> [WHAT YOU NEED TO DO]
For the data below, report how many lines include the word "function", and write nothing else.

[Stored entries]
+ + + + + + +
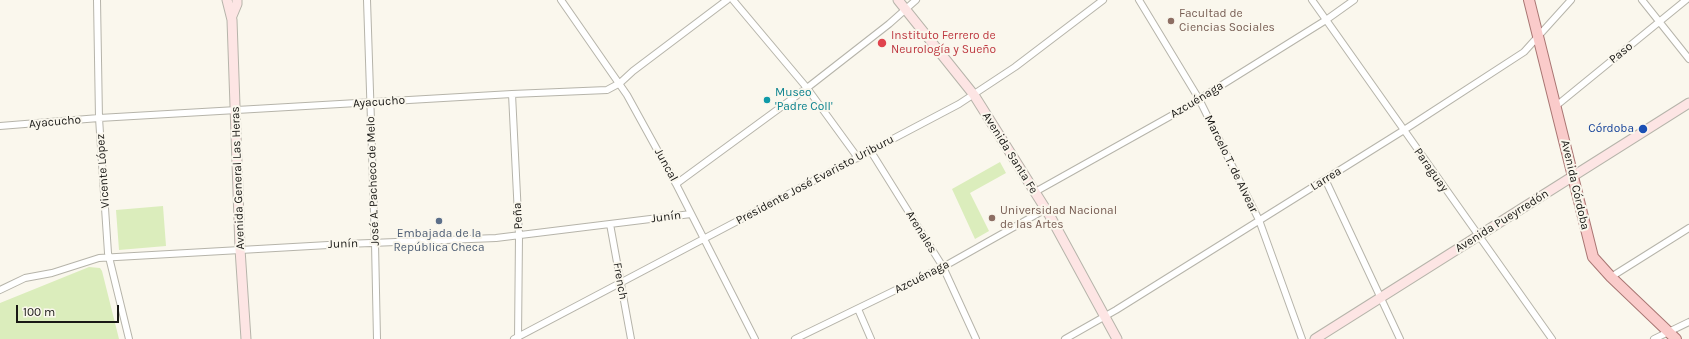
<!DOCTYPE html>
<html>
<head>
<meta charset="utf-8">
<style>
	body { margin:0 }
	#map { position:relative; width:1689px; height:339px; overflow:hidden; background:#faf7ed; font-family:Karla,sans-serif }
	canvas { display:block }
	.scale { position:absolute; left:16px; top:305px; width:103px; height:18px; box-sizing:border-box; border:2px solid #191815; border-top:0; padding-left:5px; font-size:12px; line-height:14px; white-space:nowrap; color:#191815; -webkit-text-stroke:3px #faf7ed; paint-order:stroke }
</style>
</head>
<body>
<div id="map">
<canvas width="1689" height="339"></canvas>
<div class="scale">100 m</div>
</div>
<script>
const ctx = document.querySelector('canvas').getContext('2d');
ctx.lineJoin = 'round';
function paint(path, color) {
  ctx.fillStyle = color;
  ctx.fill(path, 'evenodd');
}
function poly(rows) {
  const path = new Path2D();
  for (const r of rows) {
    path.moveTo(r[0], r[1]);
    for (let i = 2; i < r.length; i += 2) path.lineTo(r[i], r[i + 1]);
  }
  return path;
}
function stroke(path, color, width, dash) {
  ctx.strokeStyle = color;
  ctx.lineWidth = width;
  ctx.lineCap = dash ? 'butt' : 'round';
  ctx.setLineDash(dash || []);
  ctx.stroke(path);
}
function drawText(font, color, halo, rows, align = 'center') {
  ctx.font = font + ' Karla,sans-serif';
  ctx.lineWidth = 4;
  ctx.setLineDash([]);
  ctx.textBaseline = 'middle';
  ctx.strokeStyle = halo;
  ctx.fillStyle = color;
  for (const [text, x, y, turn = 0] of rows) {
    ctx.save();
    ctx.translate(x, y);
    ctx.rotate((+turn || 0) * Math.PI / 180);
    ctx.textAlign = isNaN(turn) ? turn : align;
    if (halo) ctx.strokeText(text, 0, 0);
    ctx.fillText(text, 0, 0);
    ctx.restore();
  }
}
paint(poly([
	[1000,162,1006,173,970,193,989,231,975,239,952,189],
	[163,206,166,246,119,250,116,210],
	[89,267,100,268,102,271,119,339,0,339,0,303]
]), '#dbedbc');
const minor = poly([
	[97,0,99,118,108,253,129,339],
	[367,0,375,243,377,339],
	[561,0,627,95,676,184,755,339],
	[733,0,807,88,858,158],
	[1139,0,1199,99,1259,220,1302,339],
	[1312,0,1552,339],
	[1642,0,1689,59],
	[512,94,519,236,518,339],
	[1556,106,1686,0],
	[0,126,99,118,512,94,607,90,620,83,633,71,727,0],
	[870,150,943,267,976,339],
	[1325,179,1400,339],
	[676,184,807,88,889,24,916,0],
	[1035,192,1185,108,1326,20,1354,0],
	[610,224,631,339],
	[1611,277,1689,228],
	[0,290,25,278,52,273,99,258,346,244,496,238,691,214],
	[858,309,871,339],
	[514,339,959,104,1015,67,1103,0],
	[795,339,943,267,1046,209],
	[1065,339,1116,310,1404,130,1524,52,1571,0],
	[1654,339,1689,322]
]);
const secondary = poly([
	[227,0,232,20,240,249,246,339],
	[898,0,974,95,1050,216,1117,339],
	[232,16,237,4,237,0],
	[1315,339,1689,103]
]);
const primary = poly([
	[1529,0,1593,257,1611,277,1676,339]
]);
stroke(minor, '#b6b4aa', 8);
stroke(secondary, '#b6b4aa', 11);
stroke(primary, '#a97673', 12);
stroke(minor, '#fff', 6);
stroke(secondary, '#fde5e4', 9);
stroke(primary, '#facbca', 10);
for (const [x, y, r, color] of [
	[1171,21,4,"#8d6e63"],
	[882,43,5,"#e0444e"],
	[767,100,4,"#0f9aa8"],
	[1643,129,5,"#1a4fb4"],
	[992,218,4,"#8d6e63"],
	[439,221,4,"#5c6f8a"]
]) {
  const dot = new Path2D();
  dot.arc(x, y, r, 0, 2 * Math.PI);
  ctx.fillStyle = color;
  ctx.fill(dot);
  stroke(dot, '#faf7ed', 1.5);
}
drawText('12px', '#785e54', '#faf7ed', [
	["Facultad de",1179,14],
	["Ciencias Sociales",1179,28],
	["Universidad Nacional",1000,211],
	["de las Artes",1000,225]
], 'left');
drawText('12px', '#be3a42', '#faf7ed', [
	["Instituto Ferrero de",891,36],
	["Neurología y Sueño",891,50]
], 'left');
drawText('12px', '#191815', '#faf7ed', [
	["Paso",1621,53,-39],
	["Azcuénaga",1197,100,-31],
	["Ayacucho",379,102,-4],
	["Ayacucho",55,122,-5],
	["Avenida Santa Fe",1010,153,58],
	["Marcelo T. de Alvear",1231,164,64],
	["Juncal",666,165,61],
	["Paraguay",1431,170,55],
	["Vicente López",103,171,-94],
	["Avenida General Las Heras",238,178,-92],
	["Larrea",1326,179,-32],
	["Presidente José Evaristo Uriburu",815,180,-28],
	["José A. Pacheco de Melo",373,181,-92],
	["Avenida Córdoba",1575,185,77],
	["Peña",518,216,-93],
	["Junín",666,217,-7],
	["Avenida Pueyrredón",1502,221,-32],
	["Arenales",921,232,58],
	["Junín",343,244,-2],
	["Azcuénaga",922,277,-27],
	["French",620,281,80]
]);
drawText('12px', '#0d838f', '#faf7ed', [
	["Museo",775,93],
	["'Padre Coll'",775,107]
], 'left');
drawText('12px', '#164399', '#faf7ed', [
	["Córdoba",1634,129]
], 'right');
drawText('12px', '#4e5e75', '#faf7ed', [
	["Embajada de la",439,234],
	["República Checa",439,248]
]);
</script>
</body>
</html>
+ + + + + + +
> [ANSWER TO THE PROBLEM]
4